Bill Cosby admitted seeking drugs to give women
Bill Cosby performs at the Temple Buell Theatre in Denver on January 17, 2015. Barry Gutierrez/Reuters

Bill Cosby admitted in 2005 to giving Quaaludes to at least one woman and getting the drugs to give to other women he wanted to have sex with, according to a report by The Associated Press.

Cosby's admissions were part of a 2005 lawsuit. An unidentified woman employed by Temple University, where Cosby was on the board of trustees, alleged that Cosby had sexually assaulted her. In his testimony, Cosby admitted he gave her three half-pills of Benadryl, although her lawyers disputed that was the drug involved, the AP learned from court records it had obtained. The lawsuit was later settled.

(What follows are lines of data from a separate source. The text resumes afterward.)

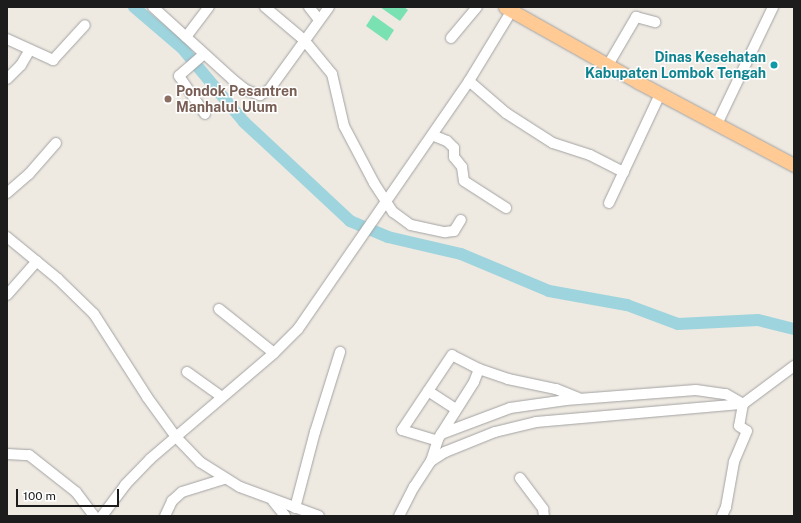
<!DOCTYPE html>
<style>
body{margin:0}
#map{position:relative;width:801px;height:523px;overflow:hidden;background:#eee9e1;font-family:"Public Sans",sans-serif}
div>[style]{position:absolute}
.pitch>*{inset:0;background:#7ae1b3}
.river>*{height:12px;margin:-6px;padding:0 6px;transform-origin:6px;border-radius:6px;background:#9ed4de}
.roads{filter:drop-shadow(0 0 1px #a3a3a3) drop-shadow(0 0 1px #a3a3a3)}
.minor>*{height:10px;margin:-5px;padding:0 5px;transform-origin:5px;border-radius:5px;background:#fff}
.major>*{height:13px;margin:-6.5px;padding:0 6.5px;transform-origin:6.5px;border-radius:6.5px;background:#ffca94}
.dots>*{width:11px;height:11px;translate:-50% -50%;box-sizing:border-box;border:2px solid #fff;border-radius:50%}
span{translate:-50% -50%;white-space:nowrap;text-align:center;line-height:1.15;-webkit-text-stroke:3px #fff;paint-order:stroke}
.culture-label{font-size:14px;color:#0d838f;font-weight:700}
.right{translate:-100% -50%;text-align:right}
.education-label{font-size:14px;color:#785e54;font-weight:700}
.left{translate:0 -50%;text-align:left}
.frame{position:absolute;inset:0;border:8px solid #1c1c1c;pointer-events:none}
.scale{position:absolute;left:16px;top:489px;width:103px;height:18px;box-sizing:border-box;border:2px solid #1c1c1c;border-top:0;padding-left:5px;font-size:12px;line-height:14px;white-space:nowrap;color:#1c1c1c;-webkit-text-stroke:3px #fff;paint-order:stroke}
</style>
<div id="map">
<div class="pitch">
<div style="clip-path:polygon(380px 7px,404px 7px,408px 10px,400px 21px)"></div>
<div style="clip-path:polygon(373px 15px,394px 30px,387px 41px,366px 26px)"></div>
</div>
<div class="river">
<div style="left:134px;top:7px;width:63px;rotate:40.5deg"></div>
<div style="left:182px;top:48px;width:97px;rotate:50deg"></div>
<div style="left:244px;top:122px;width:145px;rotate:43deg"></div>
<div style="left:350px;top:221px;width:41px;rotate:22.8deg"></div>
<div style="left:388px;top:237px;width:75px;rotate:13.1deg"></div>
<div style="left:461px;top:254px;width:95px;rotate:22.8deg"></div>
<div style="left:549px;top:291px;width:79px;rotate:10.2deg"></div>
<div style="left:627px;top:305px;width:54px;rotate:20.4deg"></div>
<div style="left:678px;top:324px;width:80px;rotate:-2.9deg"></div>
<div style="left:758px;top:320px;width:37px;rotate:14deg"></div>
</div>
<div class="roads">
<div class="minor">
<div style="left:153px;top:7px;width:107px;rotate:42.3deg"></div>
<div style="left:232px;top:79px;width:18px;rotate:38deg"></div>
<div style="left:246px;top:90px;width:15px;rotate:20deg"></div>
<div style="left:260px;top:95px;width:10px;rotate:-29deg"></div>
<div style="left:269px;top:90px;width:102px;rotate:-54.1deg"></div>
<div style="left:265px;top:7px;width:51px;rotate:40.2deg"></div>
<div style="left:304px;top:40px;width:44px;rotate:50.5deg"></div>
<div style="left:332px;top:74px;width:53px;rotate:77deg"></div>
<div style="left:344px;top:126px;width:64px;rotate:62.2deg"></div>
<div style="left:374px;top:183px;width:35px;rotate:57deg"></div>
<div style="left:393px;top:212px;width:22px;rotate:36deg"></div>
<div style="left:411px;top:225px;width:35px;rotate:12deg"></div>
<div style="left:445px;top:232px;width:9px;rotate:-6deg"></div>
<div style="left:454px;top:231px;width:13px;rotate:-58deg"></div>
<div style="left:309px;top:7px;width:16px;rotate:52deg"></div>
<div style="left:186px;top:37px;width:38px;rotate:-53deg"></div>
<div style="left:451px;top:38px;width:40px;rotate:-50deg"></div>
<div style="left:7px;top:39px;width:51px;rotate:24.5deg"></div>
<div style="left:53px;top:60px;width:47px;rotate:-47.6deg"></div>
<div style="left:204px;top:54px;width:33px;rotate:139deg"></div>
<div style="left:179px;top:76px;width:46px;rotate:55.6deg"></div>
<div style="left:608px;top:65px;width:56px;rotate:-59.7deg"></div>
<div style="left:636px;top:17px;width:20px;rotate:15deg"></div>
<div style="left:7px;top:79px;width:20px;rotate:-45deg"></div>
<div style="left:21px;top:65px;width:16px;rotate:-60deg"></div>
<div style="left:469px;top:81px;width:49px;rotate:40.9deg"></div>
<div style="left:506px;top:113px;width:56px;rotate:32.6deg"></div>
<div style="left:553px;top:143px;width:39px;rotate:18deg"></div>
<div style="left:590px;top:155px;width:38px;rotate:27deg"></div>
<div style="left:717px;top:124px;width:130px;rotate:-64.4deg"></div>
<div style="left:432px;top:135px;width:16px;rotate:22deg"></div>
<div style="left:447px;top:141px;width:10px;rotate:45deg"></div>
<div style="left:454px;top:148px;width:9px;rotate:90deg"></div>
<div style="left:454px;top:157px;width:13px;rotate:51deg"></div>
<div style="left:462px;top:167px;width:14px;rotate:82deg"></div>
<div style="left:464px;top:181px;width:50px;rotate:32.7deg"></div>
<div style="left:7px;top:193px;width:29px;rotate:-41deg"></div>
<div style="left:29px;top:174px;width:41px;rotate:-48.9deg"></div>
<div style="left:609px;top:203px;width:120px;rotate:-64.9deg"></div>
<div style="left:7px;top:237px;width:66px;rotate:39.5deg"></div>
<div style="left:58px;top:279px;width:50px;rotate:44.2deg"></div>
<div style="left:94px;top:314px;width:98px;rotate:57.4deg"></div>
<div style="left:147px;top:397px;width:49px;rotate:54.1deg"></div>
<div style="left:176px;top:437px;width:35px;rotate:46deg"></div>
<div style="left:200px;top:462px;width:47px;rotate:32deg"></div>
<div style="left:240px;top:487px;width:84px;rotate:20.2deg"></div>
<div style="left:7px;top:295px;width:45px;rotate:-48.6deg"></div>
<div style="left:219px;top:309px;width:70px;rotate:38.7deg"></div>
<div style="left:479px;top:369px;width:31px;rotate:19deg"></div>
<div style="left:508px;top:379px;width:49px;rotate:11.8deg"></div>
<div style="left:556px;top:389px;width:24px;rotate:22deg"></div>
<div style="left:187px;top:372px;width:43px;rotate:35.5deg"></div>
<div style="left:428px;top:391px;width:33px;rotate:33deg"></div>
<div style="left:441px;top:434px;width:74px;rotate:-20.6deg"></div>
<div style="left:510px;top:408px;width:57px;rotate:-8.1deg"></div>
<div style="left:566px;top:400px;width:130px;rotate:-4.4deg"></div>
<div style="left:696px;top:390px;width:30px;rotate:8deg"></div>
<div style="left:726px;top:394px;width:20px;rotate:30deg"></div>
<div style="left:743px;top:404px;width:22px;rotate:100deg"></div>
<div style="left:739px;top:426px;width:9px;rotate:32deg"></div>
<div style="left:747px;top:431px;width:34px;rotate:113deg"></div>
<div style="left:734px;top:462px;width:46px;rotate:100.1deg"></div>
<div style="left:726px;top:507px;width:10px;rotate:114deg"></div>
<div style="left:7px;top:454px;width:22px;rotate:3deg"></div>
<div style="left:29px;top:455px;width:60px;rotate:38.2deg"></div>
<div style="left:76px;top:492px;width:30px;rotate:53deg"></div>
<div style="left:431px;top:461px;width:23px;rotate:-72deg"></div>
<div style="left:438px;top:439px;width:67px;rotate:-57.7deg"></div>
<div style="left:474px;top:382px;width:14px;rotate:-69deg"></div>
<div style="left:479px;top:369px;width:30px;rotate:-153deg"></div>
<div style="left:452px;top:355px;width:90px;rotate:123.7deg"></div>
<div style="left:402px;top:430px;width:37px;rotate:17deg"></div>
<div style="left:520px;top:478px;width:39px;rotate:53deg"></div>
<div style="left:543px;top:509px;width:7px;rotate:82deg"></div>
<div style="left:273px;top:501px;width:19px;rotate:51deg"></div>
<div style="left:295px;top:508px;width:79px;rotate:-75.3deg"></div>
<div style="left:315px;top:432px;width:84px;rotate:-72.6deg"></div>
<div style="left:102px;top:516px;width:39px;rotate:-53deg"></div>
<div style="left:125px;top:485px;width:36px;rotate:-46deg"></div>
<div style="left:150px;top:459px;width:163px;rotate:-40.5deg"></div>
<div style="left:274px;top:353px;width:34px;rotate:-45deg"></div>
<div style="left:298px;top:329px;width:301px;rotate:-55.4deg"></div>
<div style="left:469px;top:81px;width:87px;rotate:-58.7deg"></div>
<div style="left:165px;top:516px;width:17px;rotate:-65deg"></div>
<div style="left:172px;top:501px;width:13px;rotate:-42deg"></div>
<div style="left:182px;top:492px;width:44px;rotate:-17.2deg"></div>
<div style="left:399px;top:516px;width:33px;rotate:-63deg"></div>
<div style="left:414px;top:487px;width:31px;rotate:-57deg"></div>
<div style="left:431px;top:461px;width:17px;rotate:-33deg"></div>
<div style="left:445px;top:452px;width:54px;rotate:-21.8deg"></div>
<div style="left:495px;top:432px;width:42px;rotate:-13.7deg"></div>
<div style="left:536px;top:422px;width:208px;rotate:-5deg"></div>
<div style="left:743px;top:404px;width:64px;rotate:-36.7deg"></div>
</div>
<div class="major">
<div style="left:505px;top:7px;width:153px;rotate:29.4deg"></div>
<div style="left:638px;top:82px;width:177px;rotate:28deg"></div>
</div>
</div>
<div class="dots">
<div style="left:774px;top:65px;background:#0f9aa8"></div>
<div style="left:168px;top:99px;background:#8d6e63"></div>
</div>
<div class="culture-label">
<span class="right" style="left:766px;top:65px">Dinas Kesehatan<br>Kabupaten Lombok Tengah</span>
</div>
<div class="education-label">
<span class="left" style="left:176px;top:99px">Pondok Pesantren<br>Manhalul Ulum</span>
</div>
<div class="frame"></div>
<div class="scale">100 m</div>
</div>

Cosby has long rejected charges that he raped women or gave them drugs for sex, though dozens of women have come forward claiming to be his victims, with some cases dating back decades. Cosby's legal team tried to prevent the court from giving the records of Cosby's 2005 testimony to the AP, saying their client would be embarrassed by these records.

Though the allegations are numerous, Cosby has never been criminally charged with sexual assault or rape.

As well as being a party drug, Quaaludes are known to have been used in cases of date rape. In high doses, Quaalude intoxication can result in delirium and decreased motor coordination. Quaaludes became illegal in 1984 in the United States, though illegal laboratories still produce them.